Con gli Accordi di Luglio, la conseguente scomparsa dell’istituto della scala mobile e l’introduzione del parametro dell’ “inflazione programmata” per stabilire la quota massima da riservare agli aumenti contrattuali, il CCNL diventa di fatto – per quanto attiene strettamente al dato economico – un atto di mera registrazione delle compatibilità economiche che si celano dietro l’indicazione, da parte del Governo, dei tassi di inflazione previsti per gli anni di vigenza contrattuale.
Gli stessi accordi di luglio, proprio per cercare di far ammortizzare la scomparsa della scala mobile, prevedono che la durata dei contratti diventi quadriennale per la parte normativa e biennale per la parte economica. Come è andata a finire – fino ad ora - lo sanno tutti. Questa gabbia ha impedito di adeguare i salari al costo della vita, ha fatto perdere pezzi di diritti ad ogni rinnovo contrattuale, ha dato la possibilità di far slittare gli stessi tempi dei rinnovi.
Ciò spiega perché i salari dal 93 ad oggi hanno perso 8,2 punti a vantaggio dei profitti. In cifra ad ogni lavoratore sono stati scippati oltre 7.000 € annui. Una rapina enorme se rapportata anche agli anni per i quali lo scippo è avvenuto!!
La distribuzione della ricchezza prodotta in azienda è andata a vantaggio dei profitti e a svantaggio dei salari in misura imponente, ristabilendo il livello di distribuzione degli anni '50 e modificati attraverso generose lotte dei lavoratori.
Questo mentre il governo propone il vecchio decreto Lanzillotta sulla liberalizzazione dei servizi sociali comunali (trasporti, acqua, luce, gas ecc.) Il PD protesta dicendo che è troppo poco. In realtà questi servizi vanno mantenuti pubblici.
Per quanto riguarda le esternalizzazioni, l'analisi costi/benefici ci dice che sono state un fallimento non solo per i lavoratori coinvolti ma anche per le aziende anche per le aziende in quanto oltre a creare precarietà tra i lavoratori rappresentavano una maggiorazione di costo.
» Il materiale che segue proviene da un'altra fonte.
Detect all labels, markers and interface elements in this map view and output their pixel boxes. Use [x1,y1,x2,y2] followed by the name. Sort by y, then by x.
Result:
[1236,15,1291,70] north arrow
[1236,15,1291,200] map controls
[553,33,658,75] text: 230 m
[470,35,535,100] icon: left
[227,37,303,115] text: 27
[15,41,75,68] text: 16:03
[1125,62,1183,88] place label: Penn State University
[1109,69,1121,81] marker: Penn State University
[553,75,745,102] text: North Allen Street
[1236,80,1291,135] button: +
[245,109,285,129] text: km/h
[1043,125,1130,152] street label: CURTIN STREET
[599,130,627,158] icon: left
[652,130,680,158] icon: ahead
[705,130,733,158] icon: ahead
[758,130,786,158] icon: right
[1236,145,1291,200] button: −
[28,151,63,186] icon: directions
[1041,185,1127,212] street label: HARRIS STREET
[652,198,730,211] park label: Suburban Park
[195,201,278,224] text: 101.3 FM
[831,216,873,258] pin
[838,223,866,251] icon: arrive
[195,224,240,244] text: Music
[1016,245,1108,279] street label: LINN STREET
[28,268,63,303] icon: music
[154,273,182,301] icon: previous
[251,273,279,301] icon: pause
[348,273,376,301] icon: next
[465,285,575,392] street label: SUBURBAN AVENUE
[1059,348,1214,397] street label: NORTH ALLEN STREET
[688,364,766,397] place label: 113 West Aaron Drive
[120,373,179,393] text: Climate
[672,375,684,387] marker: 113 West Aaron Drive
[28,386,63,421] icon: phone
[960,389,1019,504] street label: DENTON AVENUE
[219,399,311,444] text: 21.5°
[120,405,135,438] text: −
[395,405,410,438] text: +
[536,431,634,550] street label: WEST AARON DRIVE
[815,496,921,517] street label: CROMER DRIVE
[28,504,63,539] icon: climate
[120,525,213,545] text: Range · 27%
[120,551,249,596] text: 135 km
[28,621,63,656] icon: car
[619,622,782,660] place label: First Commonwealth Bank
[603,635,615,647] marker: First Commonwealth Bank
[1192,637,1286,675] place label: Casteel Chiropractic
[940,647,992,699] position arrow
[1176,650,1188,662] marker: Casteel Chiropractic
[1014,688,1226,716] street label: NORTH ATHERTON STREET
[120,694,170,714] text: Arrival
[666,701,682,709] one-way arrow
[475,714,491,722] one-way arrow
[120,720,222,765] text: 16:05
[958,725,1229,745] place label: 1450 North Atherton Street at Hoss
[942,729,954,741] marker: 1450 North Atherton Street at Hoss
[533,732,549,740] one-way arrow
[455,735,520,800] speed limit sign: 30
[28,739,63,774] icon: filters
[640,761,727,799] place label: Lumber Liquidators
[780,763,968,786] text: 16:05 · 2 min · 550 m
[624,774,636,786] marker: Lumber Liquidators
Compito della Cub è di modificare completamente la legislazione attuale.
Ora il nuovo protocollo tra Cgil, Cisl e Uil registra e formalizza l'esistente, sancisce lo svuotamento definitivo del Contratto Nazionale già realizzato in questi anni, propone di svuotarlo ancora di più rappresentando il tutto come la strategia più efficace per rispondere alla forte domanda salariale esistente fra i lavoratori.

Oggi si propone di:
- riportare il periodo di vigenza del CCNL a 3 anni con un ulteriore peggioramento salariale
- nei fatti le richieste dei contratti nazionali verranno preventivamente vincolate a quanto concordato a livello centrale tra confederazioni e controparti, pubbliche e private.
- sostituire il concetto di “inflazione programmata” con quello di “inflazione realisticamente prevedibile”.
L'inflazione programmata prevista dal governo è dell'1,7%, quella europea dell'1,6%, al netto degli aumenti di alimentari ed energia. Quella calcolata dall'Istat sugli acquisti frequenti di è del 5,4% e del 3,6% quella Istat sui consumi delle famiglie. Il risultato è che l'inflazione governativa è 1/3 di quella che subiscono lavoratori e pensionati che devono sopravvivere con 1.000 euro al mese o anche meno.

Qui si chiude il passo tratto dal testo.